What makes this resonance even stronger is Diego Luna himself — a Mexican actor whose identity and voice bring unspoken weight to every scene. You don’t need to give Cassian a mustache to see the spirit of a campesino-turned-combatant in his determined gaze. His journey is not just fictional — it’s emblematic of countless Latin American stories of resistance.
‘Andor’ as a Mirror for Today’s Political Climate
Andor works not only because of its gripping narrative and rich characters but because it understands the politics of oppression intimately. Its themes of surveillance, systemic violence, labor exploitation, and forced disappearances aren’t just echoes of the past. They reflect ongoing struggles — in the Americas and beyond.
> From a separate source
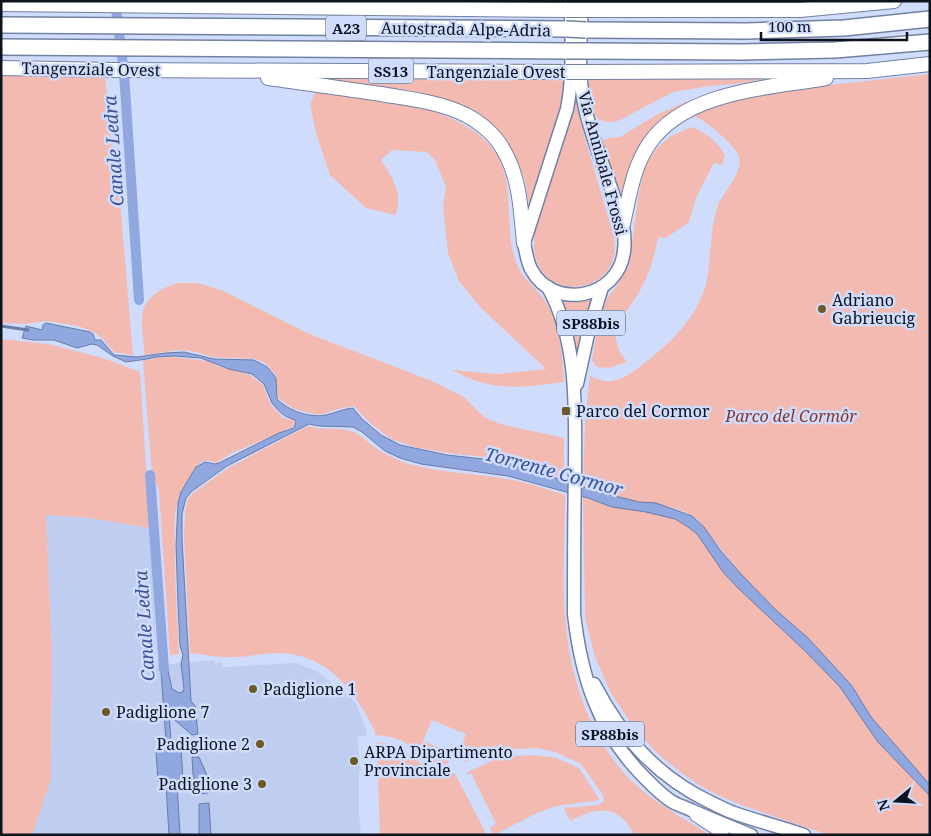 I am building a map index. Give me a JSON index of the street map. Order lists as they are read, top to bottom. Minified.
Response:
{"streets":{"highway":["A23","Autostrada Alpe-Adria","Tangenziale Ovest","SS13"],"main road":["Via Annibale Frossi","SP88bis"]},"crossings":[["Via Annibale Frossi","SP88bis"]],"water":["Canale Ledra","Torrente Cormor"],"parks":["Parco del Cormôr"],"places":{"other":["Adriano Gabrieucig","Padiglione 1","Padiglione 7","Padiglione 2","ARPA Dipartimento Provinciale","Padiglione 3"],"transit":["Parco del Cormor"]},"scale_bar":"100 m","north":"left"}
At a time when marginalized communities are still fighting for basic rights, dignity, and safety, Andor is more than entertainment. It’s a warning and a blueprint. It reminds viewers — especially Latino audiences — that rebellion isn’t just cinematic. It’s historical. And often, it’s necessary.
Cassian Andor may live in a galaxy far, far away, but his story couldn’t be more grounded in the real-world fight for liberation. As Luna’s Andor says early in Season 2: “You’ll never feel right unless you’re doing what you can to stop them. You’re coming home to yourself. You’ve become more than your fear.”
In this way, Andor doesn’t just reimagine the rebellion. It reclaims it — in Spanish, with history on its side.